To prepare the surface, you'll need either a sandblaster or a power sander. You're also going to want a wire brush, a primer that's designed for metal applications and a rust-proof outdoor paint. Opt for paint that you can put into a large pressure sprayer so that you can distribute the paint evenly over the surface of the building. You should also invest in some painter's tape and newspaper so that you can cover windows, vents and other areas that you don't want covered in paint.
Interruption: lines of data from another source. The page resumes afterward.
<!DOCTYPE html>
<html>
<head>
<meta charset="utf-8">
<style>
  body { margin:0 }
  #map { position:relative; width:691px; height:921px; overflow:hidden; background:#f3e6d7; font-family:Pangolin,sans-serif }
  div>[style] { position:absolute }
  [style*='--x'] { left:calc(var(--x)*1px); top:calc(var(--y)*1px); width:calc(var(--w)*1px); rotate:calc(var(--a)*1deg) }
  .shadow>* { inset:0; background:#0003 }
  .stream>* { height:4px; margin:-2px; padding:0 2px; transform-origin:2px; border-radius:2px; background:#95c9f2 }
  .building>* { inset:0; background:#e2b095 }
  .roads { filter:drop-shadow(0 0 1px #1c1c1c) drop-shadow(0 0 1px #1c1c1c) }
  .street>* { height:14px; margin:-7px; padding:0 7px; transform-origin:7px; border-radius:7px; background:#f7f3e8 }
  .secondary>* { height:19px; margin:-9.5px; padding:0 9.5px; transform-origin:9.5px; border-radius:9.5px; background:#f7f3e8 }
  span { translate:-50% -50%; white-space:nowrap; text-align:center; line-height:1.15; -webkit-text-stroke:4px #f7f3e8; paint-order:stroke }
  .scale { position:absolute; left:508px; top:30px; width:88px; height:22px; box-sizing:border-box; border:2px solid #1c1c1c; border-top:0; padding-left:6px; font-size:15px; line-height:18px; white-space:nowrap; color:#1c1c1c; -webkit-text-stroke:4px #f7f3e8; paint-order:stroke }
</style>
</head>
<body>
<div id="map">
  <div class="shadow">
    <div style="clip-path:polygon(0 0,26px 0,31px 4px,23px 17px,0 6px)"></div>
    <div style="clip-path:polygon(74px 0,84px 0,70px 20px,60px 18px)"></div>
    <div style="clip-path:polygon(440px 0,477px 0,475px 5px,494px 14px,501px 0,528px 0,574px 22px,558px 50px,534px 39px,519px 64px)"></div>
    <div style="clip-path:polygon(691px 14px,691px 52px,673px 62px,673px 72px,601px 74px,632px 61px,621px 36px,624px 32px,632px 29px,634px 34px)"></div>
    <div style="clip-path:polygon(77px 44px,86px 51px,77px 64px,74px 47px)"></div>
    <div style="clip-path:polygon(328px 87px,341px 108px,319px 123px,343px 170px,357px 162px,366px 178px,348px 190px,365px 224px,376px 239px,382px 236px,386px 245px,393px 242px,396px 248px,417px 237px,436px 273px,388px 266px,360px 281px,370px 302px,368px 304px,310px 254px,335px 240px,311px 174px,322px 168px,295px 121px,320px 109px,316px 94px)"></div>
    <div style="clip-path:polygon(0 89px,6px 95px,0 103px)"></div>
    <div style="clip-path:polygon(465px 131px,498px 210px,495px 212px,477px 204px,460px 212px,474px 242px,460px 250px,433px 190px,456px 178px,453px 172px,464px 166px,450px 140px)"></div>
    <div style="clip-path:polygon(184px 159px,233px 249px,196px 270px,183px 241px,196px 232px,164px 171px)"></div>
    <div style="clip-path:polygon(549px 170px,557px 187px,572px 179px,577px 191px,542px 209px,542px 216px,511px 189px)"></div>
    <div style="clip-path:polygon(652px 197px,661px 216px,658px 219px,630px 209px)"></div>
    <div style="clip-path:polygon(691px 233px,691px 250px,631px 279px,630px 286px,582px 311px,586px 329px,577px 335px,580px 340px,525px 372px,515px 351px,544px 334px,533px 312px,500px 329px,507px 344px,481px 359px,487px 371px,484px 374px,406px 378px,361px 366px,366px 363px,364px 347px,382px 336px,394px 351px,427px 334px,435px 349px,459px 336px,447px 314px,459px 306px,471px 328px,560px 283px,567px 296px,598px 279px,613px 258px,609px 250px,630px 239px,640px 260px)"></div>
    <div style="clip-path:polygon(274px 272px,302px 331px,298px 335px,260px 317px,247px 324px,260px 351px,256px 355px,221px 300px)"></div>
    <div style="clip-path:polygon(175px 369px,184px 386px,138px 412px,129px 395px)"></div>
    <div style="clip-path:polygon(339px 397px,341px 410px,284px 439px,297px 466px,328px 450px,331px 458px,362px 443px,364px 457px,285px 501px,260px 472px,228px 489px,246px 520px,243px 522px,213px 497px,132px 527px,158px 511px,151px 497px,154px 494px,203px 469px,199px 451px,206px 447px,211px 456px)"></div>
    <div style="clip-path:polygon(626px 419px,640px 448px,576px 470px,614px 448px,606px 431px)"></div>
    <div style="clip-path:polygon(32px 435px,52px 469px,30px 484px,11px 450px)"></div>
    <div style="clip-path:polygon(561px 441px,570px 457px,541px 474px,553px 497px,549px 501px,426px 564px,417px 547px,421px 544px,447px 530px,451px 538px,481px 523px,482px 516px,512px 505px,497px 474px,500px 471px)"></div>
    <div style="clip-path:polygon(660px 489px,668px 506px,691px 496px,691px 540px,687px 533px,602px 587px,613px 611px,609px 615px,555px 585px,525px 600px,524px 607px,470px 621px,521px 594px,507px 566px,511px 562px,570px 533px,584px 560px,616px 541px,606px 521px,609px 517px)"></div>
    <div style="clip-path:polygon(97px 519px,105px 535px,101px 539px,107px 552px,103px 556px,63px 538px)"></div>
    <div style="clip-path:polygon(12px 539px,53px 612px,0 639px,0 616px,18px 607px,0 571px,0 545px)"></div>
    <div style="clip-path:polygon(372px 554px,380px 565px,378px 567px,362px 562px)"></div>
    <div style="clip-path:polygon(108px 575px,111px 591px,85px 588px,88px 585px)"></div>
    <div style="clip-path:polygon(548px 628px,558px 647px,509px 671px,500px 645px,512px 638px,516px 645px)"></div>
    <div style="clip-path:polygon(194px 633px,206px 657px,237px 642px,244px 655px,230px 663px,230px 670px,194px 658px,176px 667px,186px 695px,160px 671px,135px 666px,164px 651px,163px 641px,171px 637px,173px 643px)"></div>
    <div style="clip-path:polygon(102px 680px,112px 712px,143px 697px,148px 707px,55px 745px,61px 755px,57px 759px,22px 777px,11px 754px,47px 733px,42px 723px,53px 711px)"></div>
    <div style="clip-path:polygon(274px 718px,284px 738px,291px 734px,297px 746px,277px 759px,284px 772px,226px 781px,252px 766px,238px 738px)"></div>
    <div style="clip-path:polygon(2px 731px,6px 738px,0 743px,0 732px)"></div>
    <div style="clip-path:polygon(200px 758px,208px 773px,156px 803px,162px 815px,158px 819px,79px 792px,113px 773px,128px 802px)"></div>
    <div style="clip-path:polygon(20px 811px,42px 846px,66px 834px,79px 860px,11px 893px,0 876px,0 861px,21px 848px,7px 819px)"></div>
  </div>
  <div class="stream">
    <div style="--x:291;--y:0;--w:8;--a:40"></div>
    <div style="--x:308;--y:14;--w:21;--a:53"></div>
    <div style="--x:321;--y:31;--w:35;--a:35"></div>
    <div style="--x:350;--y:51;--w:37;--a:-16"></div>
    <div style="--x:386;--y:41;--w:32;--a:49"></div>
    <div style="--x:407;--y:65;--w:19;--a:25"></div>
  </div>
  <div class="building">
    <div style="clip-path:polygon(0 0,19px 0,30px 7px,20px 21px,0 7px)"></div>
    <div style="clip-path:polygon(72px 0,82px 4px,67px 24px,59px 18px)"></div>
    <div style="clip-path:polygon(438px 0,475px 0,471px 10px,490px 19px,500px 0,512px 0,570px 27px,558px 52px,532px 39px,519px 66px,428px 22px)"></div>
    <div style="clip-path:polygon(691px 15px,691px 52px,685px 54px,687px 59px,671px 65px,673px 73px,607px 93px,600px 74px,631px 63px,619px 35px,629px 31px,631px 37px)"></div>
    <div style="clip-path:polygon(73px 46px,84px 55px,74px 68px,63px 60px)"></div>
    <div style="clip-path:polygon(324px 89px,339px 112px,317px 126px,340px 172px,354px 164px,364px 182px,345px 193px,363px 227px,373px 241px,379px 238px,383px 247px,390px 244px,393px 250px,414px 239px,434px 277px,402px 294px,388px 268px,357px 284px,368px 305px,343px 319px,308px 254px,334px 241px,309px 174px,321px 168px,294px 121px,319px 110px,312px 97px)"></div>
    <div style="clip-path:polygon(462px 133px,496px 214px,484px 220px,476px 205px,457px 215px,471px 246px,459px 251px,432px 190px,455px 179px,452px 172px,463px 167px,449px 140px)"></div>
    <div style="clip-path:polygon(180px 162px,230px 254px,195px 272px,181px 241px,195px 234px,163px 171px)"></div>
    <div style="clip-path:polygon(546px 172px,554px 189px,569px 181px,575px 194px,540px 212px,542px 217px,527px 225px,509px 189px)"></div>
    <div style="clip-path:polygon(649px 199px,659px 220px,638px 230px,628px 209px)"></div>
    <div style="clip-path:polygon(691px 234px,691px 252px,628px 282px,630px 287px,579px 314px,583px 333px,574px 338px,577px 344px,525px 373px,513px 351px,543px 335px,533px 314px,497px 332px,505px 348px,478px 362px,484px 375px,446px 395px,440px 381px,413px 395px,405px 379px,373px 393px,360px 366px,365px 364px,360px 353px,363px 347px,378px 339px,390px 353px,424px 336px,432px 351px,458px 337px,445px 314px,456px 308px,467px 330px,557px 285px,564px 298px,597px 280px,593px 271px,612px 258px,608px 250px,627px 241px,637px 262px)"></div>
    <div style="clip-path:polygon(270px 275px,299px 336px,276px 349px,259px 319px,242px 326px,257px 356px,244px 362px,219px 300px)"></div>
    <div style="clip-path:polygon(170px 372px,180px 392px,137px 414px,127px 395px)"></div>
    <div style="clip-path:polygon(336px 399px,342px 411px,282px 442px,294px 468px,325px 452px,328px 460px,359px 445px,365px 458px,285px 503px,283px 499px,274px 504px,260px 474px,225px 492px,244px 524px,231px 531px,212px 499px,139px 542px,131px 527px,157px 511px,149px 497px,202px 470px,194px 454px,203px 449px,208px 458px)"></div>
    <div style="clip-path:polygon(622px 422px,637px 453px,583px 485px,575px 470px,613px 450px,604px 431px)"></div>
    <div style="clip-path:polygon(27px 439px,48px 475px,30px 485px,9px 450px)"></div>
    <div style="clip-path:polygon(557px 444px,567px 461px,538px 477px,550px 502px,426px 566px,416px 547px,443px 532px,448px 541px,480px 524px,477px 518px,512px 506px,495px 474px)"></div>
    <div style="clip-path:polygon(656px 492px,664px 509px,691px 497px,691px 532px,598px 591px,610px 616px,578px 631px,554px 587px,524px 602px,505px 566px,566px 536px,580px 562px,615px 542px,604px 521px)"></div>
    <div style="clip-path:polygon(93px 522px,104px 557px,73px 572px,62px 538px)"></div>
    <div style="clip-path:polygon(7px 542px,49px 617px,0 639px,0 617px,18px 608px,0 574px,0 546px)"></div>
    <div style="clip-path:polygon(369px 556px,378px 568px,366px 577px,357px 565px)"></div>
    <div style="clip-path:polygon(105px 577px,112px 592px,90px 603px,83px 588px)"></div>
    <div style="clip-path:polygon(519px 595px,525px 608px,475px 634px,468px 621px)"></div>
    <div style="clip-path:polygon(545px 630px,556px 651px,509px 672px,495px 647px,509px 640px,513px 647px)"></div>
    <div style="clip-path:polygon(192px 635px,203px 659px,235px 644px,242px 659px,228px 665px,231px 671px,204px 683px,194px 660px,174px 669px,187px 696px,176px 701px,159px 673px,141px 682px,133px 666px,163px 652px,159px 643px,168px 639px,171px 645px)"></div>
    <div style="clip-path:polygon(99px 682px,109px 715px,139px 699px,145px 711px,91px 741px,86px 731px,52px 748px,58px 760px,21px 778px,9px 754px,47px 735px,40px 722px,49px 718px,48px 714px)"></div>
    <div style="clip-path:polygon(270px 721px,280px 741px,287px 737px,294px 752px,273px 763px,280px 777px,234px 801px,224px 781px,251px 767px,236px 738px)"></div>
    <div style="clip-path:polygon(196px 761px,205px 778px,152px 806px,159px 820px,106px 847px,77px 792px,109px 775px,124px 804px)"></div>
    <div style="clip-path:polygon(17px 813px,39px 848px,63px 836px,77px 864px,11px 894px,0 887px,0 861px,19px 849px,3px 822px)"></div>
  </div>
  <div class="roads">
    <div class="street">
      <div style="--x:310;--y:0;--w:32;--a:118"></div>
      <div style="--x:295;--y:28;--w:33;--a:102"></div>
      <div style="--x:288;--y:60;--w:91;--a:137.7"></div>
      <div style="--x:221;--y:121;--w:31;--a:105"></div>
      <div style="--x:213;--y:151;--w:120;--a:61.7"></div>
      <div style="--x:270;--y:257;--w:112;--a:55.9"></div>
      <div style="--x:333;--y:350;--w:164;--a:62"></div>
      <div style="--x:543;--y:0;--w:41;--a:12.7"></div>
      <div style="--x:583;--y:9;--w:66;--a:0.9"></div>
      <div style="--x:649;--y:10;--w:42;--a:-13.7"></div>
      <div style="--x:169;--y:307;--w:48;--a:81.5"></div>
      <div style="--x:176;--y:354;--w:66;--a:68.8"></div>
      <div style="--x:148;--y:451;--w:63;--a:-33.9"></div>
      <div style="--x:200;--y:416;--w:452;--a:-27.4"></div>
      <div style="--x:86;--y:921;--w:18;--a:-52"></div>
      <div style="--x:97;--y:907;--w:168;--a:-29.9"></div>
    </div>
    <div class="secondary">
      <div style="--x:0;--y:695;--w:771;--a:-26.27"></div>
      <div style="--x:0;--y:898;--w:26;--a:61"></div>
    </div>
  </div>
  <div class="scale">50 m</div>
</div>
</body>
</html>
How Do You Paint the Building?
The first step to painting the building is to eliminate any dirt or residue on the surface of the metal. If there's existing paint or a clear coat on it, you can remove it with a sandblaster and a gentle blasting material. Otherwise, use a power sander with medium-grit sandpaper. Cover the whole surface so that it's clean and smooth.
Once you've prepped the surface, it's time to cover the windows and vents. Cover those areas with newspaper, and tape the newspaper in place with painter's tape. It's the best type of tape to use for this, because it comes off without leaving any residue behind.
Once everything is covered, put the primer into your paint sprayer. Apply an even coat of primer across the entire surface. Move the sprayer in a slow, consistent manner so that you don't end up with any runs, drips or heavy coats. Let each coat dry according to the primer manufacturer's recommendations and apply the number of coats that it suggests.
When the primer is dry, it's time to apply the paint. Use the same application method with the paint sprayer so that you get a smooth, even coat of paint on the walls as well. Opt for a day that has minimal wind or breeze, otherwise you'll have a lot of overspray and uneven coatings. Finish the whole thing up with a clear coat if your outdoor paint doesn't have a built-in clear coat.